MASSIMALISTI, RIFORMISTI

MASSIMALISTI, RIFORMISTI

La battuta che mi viene più facile in questo momento è pensare che con tutti quelli che spiegano al PD come e perché si sono perse le elezioni, oggi dovremmo essere quanto meno al 40% e governare per i prossimi cinque anni.

Premesso ciò, vorrei partire da una ipotesi di fanta-politica, ma non troppo. Oggi, e questo dovrebbe anche farci riflettere su quanto si muove intorno al PD, i democratici hanno due avversari dichiarati che, ovviamente, si aggiungono a quanti ne vogliono lo scioglimento.

Si tratta di Conte e i Cinquestelle da una parte, e dall’altra dell’aggregato Azione/Italia Viva e cioè Calenda e Renzi. Quale è la loro idea? Portare al collasso i democratici, spolparli e spartirsi gli elettori. Immaginiamo che questo possa succedere. Come sarebbe a questo punto il quadro politico così trasformato?

Da un lato avremo una sinistra populista, una volta si sarebbe definita massimalista, condannata per i prossimi 30 o 40 anni a stare all’opposizione di un centrodestra a trazione destra destra; dall’altra parte, invece, avremo una formazione neo centrista (Azione/ Italia Viva) che, non potendosi alleare con i Cinquestelle massimalisti e populisti, sarebbe condannata anch’essa all’opposizione irrilevante o, a seconda di chi la guida, a schierarsi con il centrodestra nella convinzione di poter essere condizionante facendo la minoranza della maggioranza.

E ora, dopo la fanta-politica, un ragionamento. Alcuni amici mi hanno sottoposto una suggestione storica. Immaginare per la rifondazione del PD una nuova Bad Godesberg o una sorta di congresso di Epiney. Per chi non fosse avvezzo, Bad Godesberg ha rappresentato l’abbandono del marxismo oltre che della lotta di classe per la SPD tedesca, mentre Epiney la scalata di Mitterand al PS francese e l’unità nel PS di tutte le sinistre tranne quella comunista, scalata che lo portò, poi, dieci anni dopo alla presidenza della Repubblica.
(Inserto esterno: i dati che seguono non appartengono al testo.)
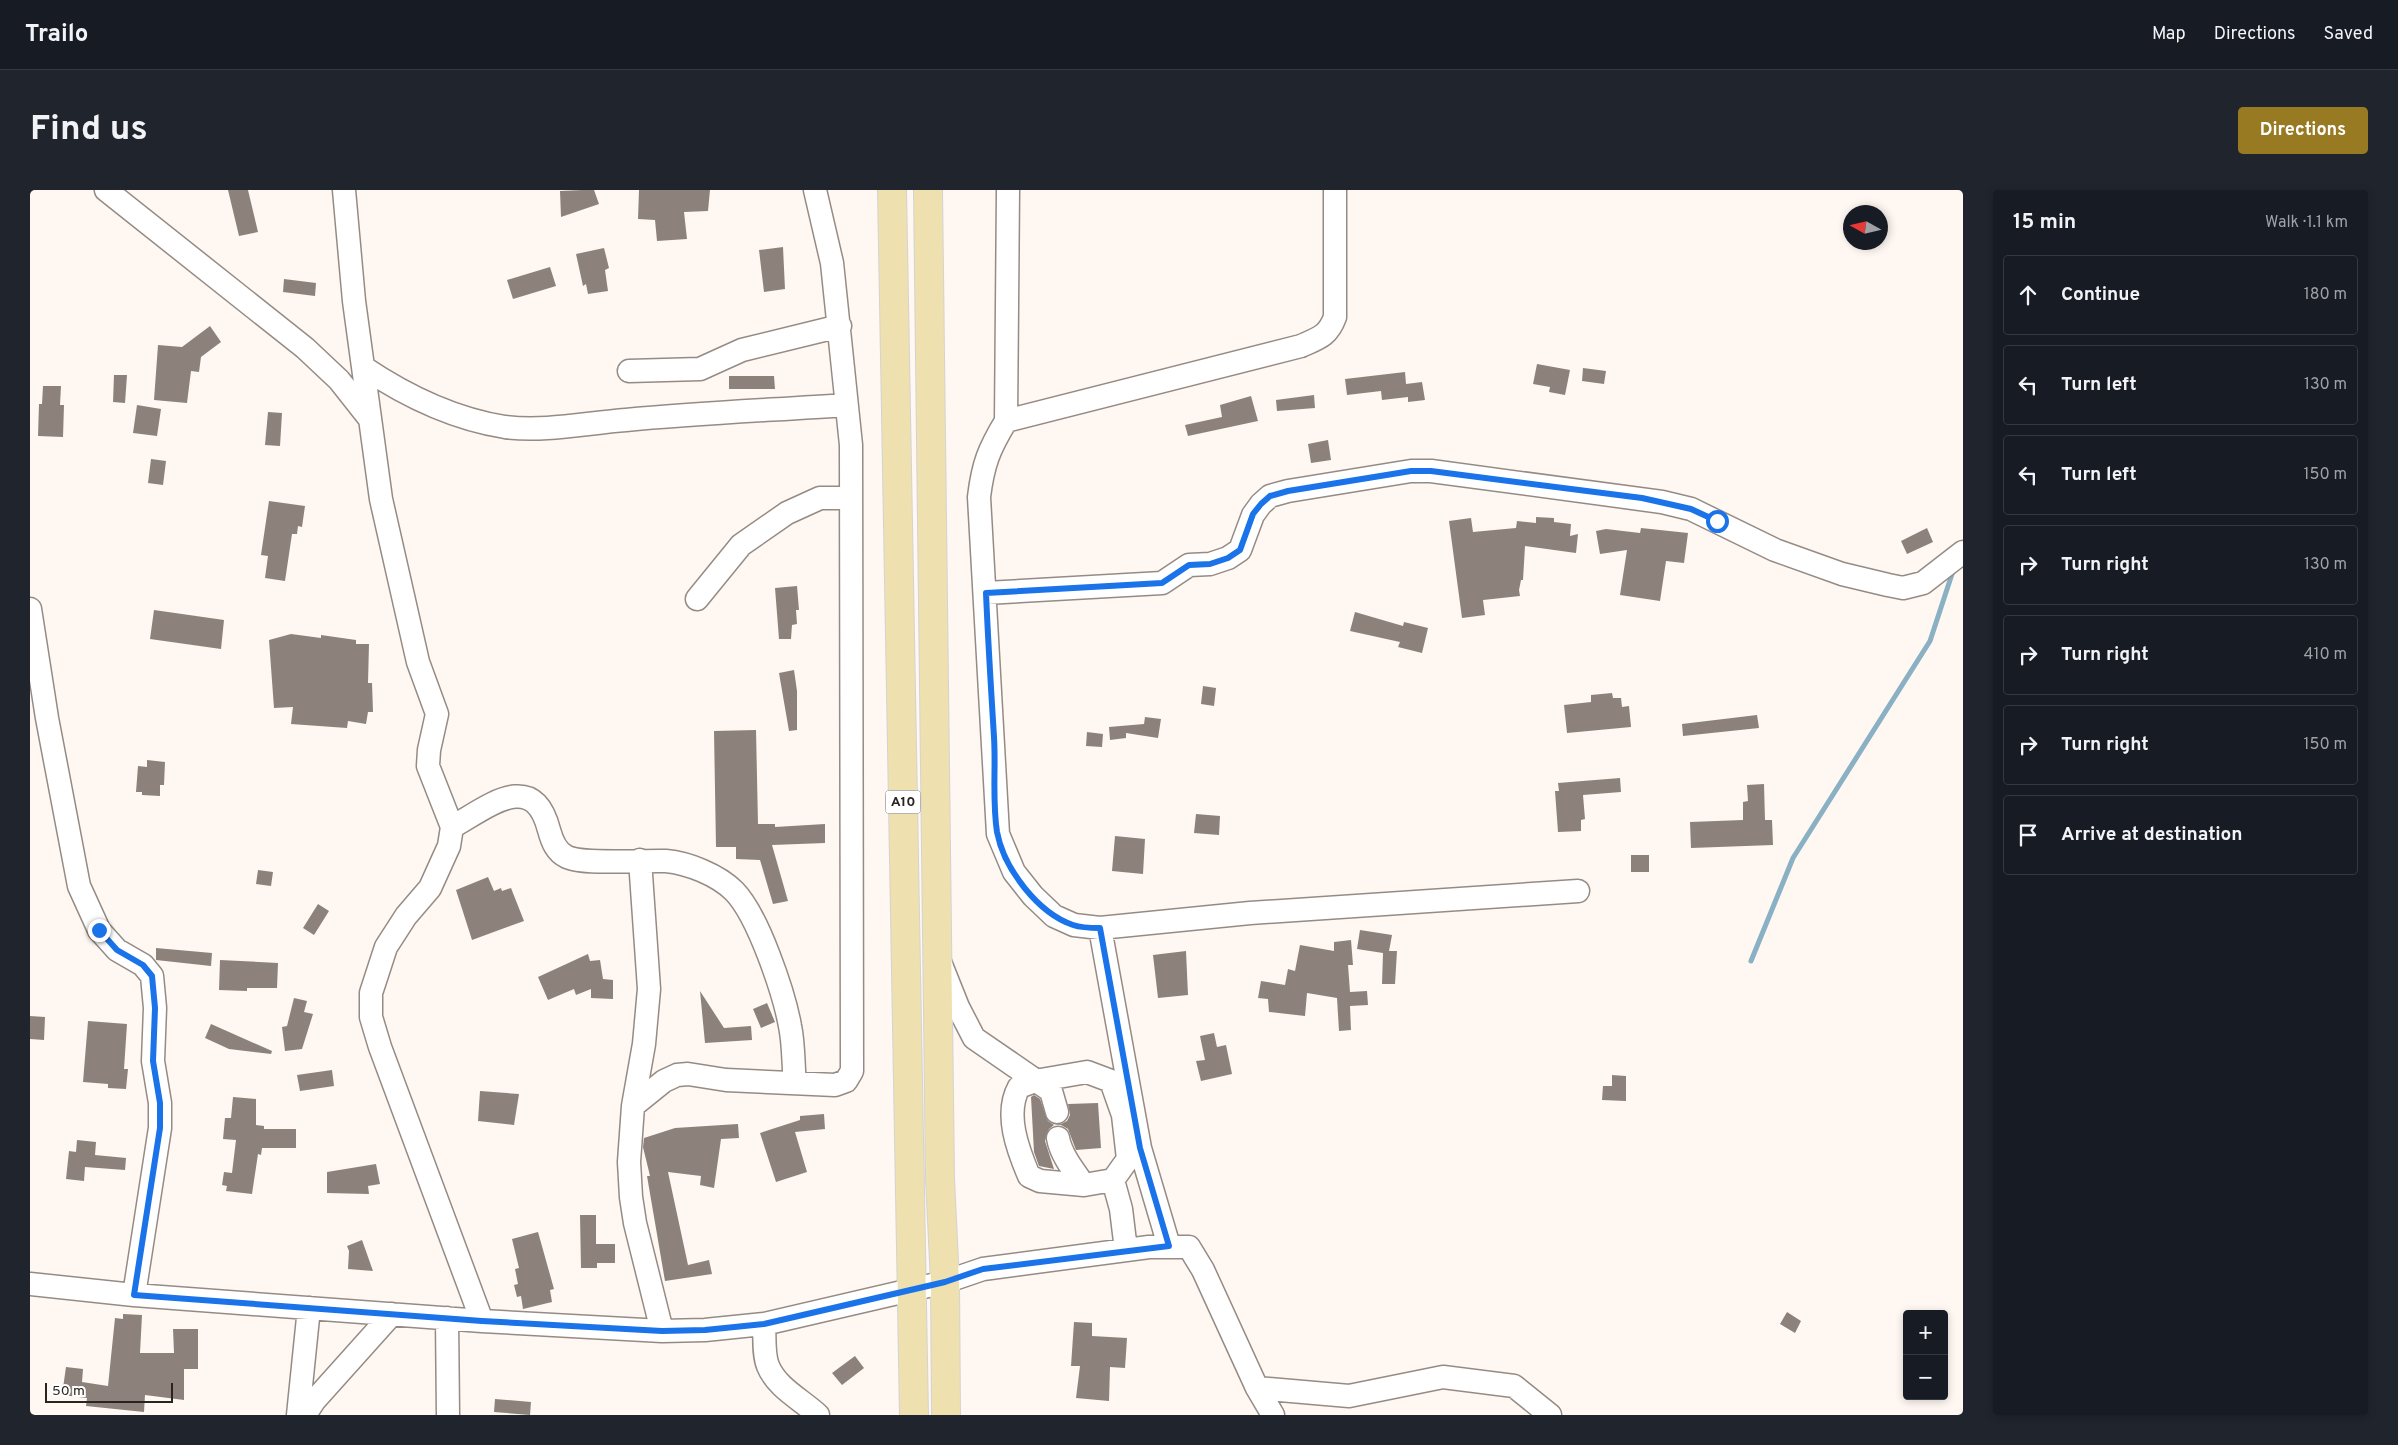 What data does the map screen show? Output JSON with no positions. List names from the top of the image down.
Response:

Perché non sono d’accordo a questo richiamo così suggestivo? Perché siamo in un momento storico diverso rispetto a quelle esperienze, perché l’Italia ha una storia politica diversa e più complessa e perché quegli eventi sono tutti interni della sinistra storica, una sinistra che oggi non c’è più rispetto ai presupposti.

Il PD, certamente non senza errori, è nato per il superamento, non la negazione, di storie politiche ormai esauste. È nato nel 2007 rispondendo all’esperienza fallimentare dell’ “Unione” dell’ultimo governo Prodi e alla necessità di costruire una proposta politica nuova capace anche di andare al di là delle culture politiche europee. Quanto di questo si sia riusciti a realizzare è sotto gli occhi di tutti. Più che il “partito nuovo” ha prevalso il partito “responsabile” obbligato per anni ad assumersi compiti al di là del risultato elettorale.

Ora i democratici si trovano innanzi ad una svolta. Intorno al PD in questi 15 anni di vita molte cose sono cambiate. Molte vanno ripensate a partire dall’identità che deve essere non statica, ma aderente alla realtà che muta e che cambia. Ma molte cose devono anche cambiare sul piano organizzativo.

C’è ad esempio da interrogarsi su quanto può avere senso una organizzazione territoriale tradizionale e come questa possa essere in un contesto che ha visto premiare essenzialmente il voto di opinione e la comunicazione e tutto in netto contrasto con il radicamento.

Sembra cioè che ci si trovi dinanzi a meno spazi fisici e reali e più, invece, a luoghi privi di radicamento, ma pervasi di sola volatile opinione e questo anche grazie alla complicità di una legge elettorale che ha distrutto la rappresentanza territoriale.

Un mio “maestro” amava sottolineare che i processi organizzativi devono essere anticipati da un pensiero politico, altrimenti si va verso il disastro. Ecco, forse il limite maggiore dell’esperienza di questi anni del PD è stato proprio questo. Essersi concentrati sugli aspetti organizzativi senza aver prima saputo elaborare un “nuovo pensiero politico”.